A father cradles his young son while listening to Republican presidential candidate Rick Santorum's remarks at a rally in Blue Ash, Ohio on Saturday.
On economic issues, Santorum advocated changes to the personal and corporate tax rates to stimulate economic growth. He proposes two personal tax rates--28 and 10 percent--with only five qualifying deductions: children, charities, pensions, healthcare and housing. For businesses, he wants to cut the existing 35 percent corporate tax rate in half and eliminate all deductions to focus on growth instead of "things to pay their taxes". He is in favor of a special offering of no corporate taxes to companies who repatriate their overseas holdings and invest them into US-based plants and equipment to create a "Stainless Steel Belt" for industrial-based states like Ohio to witness an "industrial renaissance." Alluding to his coal miner grandfather, Santorum called the nation's coal, oil and natural gas resources "not a liability but an asset" and said that our "quality of life is related to the availability and affordability of energy," drawing applause in a state that could see economic benefits from relaxing existing federally imposed exploration and extraction regulations.
Several representatives of the American Coalition for Clean Coal Energy's Americaspower.org advocacy group attended Saturday's Santorum rally in Blue Ash, Ohio.
Santorum sees the growing federal budget as a "crushing and immoral debt on future generations" and promises to balance it within five years of taking office by targeting existing entitlement programs while cancelling or repealing planned cuts to the nation's defense budget. He would set a cap on federal spending to 18 percent of the US's economic total, achieving his vision of limiting that entity's role in an individual's life and allowing them to seek assistance through more traditional means such as "family, church, employer or community." In his closing remarks, Santorum used the city of Cincinnati as an example of where government has usurped those other resources and sees his candidacy specifically--and the conservative movement as a whole--as "an obligation...to do our duty" and an opportunity for "building and reclaiming America one family, one community, one church, one non-profit organization at a time."
Part of the estimated 900 people in attendance for the Santorum campaign rally in Blue Ash, Ohio on Saturday.
Several Santorum supporters in attendance saw the candidate's positions on family values and economics as his strengths against his primary opponents.
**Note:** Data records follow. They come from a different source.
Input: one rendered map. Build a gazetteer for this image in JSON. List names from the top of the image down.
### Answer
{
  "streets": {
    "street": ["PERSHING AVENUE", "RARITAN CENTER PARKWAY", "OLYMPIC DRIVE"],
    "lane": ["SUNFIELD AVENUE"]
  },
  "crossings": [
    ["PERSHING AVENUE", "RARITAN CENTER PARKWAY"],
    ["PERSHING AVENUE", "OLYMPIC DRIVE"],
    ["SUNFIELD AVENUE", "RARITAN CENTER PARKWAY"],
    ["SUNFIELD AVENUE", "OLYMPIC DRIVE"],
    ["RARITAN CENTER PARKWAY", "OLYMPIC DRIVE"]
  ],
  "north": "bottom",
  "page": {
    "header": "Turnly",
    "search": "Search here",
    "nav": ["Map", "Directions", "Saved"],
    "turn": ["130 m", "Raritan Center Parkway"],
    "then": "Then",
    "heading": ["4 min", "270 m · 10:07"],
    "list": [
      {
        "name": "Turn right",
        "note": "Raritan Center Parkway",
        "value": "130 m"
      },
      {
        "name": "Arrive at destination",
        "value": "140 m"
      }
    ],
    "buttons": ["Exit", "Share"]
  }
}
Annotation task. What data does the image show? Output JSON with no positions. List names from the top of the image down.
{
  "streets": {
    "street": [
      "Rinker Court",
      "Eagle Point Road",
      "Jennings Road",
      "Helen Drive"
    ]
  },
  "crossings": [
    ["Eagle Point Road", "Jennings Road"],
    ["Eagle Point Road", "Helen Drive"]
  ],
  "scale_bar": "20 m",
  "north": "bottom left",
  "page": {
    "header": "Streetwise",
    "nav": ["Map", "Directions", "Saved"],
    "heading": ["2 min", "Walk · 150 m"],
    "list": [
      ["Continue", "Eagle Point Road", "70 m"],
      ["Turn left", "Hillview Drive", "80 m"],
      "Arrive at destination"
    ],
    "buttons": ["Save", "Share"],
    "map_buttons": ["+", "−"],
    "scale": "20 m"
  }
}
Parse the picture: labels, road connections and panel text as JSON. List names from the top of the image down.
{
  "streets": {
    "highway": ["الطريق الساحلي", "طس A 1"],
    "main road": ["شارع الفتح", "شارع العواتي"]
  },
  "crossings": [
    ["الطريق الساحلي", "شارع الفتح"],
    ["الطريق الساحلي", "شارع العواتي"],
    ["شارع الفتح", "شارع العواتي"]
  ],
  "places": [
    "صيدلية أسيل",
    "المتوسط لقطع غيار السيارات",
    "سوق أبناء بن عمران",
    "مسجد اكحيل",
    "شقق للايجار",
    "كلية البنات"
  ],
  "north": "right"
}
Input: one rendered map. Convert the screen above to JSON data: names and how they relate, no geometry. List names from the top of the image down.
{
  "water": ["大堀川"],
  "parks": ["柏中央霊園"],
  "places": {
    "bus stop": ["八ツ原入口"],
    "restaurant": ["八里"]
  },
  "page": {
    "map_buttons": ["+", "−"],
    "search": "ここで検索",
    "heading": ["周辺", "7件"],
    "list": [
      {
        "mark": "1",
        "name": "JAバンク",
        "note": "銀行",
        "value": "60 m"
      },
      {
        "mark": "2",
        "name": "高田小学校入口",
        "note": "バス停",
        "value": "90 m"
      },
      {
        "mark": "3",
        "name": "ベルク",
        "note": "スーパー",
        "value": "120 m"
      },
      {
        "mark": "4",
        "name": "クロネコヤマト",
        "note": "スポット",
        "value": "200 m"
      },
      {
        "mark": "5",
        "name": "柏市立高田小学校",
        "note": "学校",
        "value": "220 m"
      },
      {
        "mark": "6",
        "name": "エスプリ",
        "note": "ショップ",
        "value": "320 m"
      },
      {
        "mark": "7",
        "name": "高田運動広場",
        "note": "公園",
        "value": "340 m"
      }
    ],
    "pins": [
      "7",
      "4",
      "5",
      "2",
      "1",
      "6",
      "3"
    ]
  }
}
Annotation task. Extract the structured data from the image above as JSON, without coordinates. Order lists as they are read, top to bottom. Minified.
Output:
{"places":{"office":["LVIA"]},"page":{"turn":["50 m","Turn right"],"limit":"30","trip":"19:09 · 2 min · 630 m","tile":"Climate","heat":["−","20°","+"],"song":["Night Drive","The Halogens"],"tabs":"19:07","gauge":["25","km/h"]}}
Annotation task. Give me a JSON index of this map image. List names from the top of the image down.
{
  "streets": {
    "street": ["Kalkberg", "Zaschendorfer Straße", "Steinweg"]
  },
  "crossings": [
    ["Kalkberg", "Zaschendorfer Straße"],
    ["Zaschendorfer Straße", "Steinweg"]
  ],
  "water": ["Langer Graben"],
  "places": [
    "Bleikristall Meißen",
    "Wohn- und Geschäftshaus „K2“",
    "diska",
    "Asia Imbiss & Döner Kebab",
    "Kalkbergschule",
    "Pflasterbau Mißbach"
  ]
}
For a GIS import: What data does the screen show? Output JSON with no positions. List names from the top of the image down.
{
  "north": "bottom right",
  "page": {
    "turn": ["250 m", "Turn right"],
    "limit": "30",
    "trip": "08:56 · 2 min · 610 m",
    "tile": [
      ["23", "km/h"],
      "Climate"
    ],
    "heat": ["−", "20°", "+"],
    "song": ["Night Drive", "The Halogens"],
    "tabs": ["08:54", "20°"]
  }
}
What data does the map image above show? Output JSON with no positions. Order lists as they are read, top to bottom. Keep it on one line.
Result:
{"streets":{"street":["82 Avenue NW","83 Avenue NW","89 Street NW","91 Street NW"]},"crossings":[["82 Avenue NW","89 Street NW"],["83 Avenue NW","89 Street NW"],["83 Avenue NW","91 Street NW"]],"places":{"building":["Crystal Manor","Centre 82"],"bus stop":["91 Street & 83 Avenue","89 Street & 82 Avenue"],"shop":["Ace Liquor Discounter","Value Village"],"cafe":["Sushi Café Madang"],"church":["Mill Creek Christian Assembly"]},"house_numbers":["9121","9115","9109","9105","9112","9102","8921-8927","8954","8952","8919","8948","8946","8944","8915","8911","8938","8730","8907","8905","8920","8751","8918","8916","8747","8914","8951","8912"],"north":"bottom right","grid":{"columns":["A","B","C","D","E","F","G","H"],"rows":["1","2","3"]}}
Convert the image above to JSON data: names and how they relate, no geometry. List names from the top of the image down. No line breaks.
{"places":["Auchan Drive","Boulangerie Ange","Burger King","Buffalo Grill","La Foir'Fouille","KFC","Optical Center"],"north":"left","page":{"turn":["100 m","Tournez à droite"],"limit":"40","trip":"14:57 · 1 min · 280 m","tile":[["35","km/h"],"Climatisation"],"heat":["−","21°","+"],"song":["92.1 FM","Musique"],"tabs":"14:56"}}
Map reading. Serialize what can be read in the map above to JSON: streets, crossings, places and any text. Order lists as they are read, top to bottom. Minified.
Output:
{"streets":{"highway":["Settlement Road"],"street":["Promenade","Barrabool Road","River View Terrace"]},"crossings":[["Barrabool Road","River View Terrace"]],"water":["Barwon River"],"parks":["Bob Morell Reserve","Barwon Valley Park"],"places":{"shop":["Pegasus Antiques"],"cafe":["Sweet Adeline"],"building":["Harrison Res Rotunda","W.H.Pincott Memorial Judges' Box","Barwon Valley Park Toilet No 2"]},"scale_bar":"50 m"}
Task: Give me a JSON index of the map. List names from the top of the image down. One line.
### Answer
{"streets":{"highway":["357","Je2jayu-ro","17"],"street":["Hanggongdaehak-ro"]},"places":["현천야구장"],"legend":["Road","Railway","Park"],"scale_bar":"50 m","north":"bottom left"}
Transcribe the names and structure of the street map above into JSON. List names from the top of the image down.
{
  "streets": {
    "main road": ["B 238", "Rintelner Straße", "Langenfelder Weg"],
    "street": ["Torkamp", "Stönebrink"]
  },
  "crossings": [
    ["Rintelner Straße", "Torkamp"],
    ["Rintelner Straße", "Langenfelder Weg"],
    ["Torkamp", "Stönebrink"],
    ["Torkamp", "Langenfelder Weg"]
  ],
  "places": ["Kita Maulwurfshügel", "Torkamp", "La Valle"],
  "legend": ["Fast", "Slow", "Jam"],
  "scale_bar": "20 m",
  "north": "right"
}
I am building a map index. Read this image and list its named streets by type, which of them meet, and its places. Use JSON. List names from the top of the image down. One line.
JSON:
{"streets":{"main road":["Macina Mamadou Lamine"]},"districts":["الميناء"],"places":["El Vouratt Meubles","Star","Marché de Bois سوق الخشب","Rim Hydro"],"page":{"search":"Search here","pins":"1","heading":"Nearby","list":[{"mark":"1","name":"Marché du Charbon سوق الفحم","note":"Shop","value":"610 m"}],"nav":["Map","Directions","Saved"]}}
Denise Pieper, a Mt. Washington resident who was attending her first political rally, said that "he stands out by far" and this year is the first time in 16 years that she's been "excited by the voting process." While the former Pennsylvania senator is her first choice, she said that she would support whoever the eventual GOP candidate is in the fall campaign. Andy Davidson, a Cincinnati resident who brought his two daughters to the rally, echoed the family values appeal.
Republican presidential candidate Rick Santorum, with his wife Karen and daughter Sarah Maria (behind), greeting supporters at the conclusion of his remarks at a rally in Blue Ash, Ohio on Saturday.
Not everyone in the ballroom was a Santorum follower. Sumner "Sonny" Saeks, a Blue Ash Democratic precinct executive, came to the rally to see the candidate in person. Accompanied by his 21-year old daughter, he said he was there because "it's important to know what both sides have to say." While believing that Romney will be the eventual candidate, Saeks opined that a Santorum-Obama matchup would better draw out the distinctions between the parties in the fall campaign and believes that a Romney-Obama election would be "boring".
While the candidate was in Oklahoma on Saturday, supporters of the Texas congressman's presidential campaign made Ron Paul's presence felt to those leaving the Rick Santorum rally in Blue Ash, Ohio.
At the completion of the Blue Ash rally, Santorum and his entourage proceeded to Wilmington, Ohio where he, Romney and former US Speaker Newt Gingrich participated in a jobs forum hosted by Fox News host and former presidential candidate Mike Huckabee for broadcast later that evening. His Saturday concluded with a speech at a Lincoln Day dinner in Lima, a community approximately halfway between Dayton and Toledo. On the way to the dinner, his motorcade made an impromptu stop in Troy to meet with approximately 100 supporters at K's Hamburger Shop.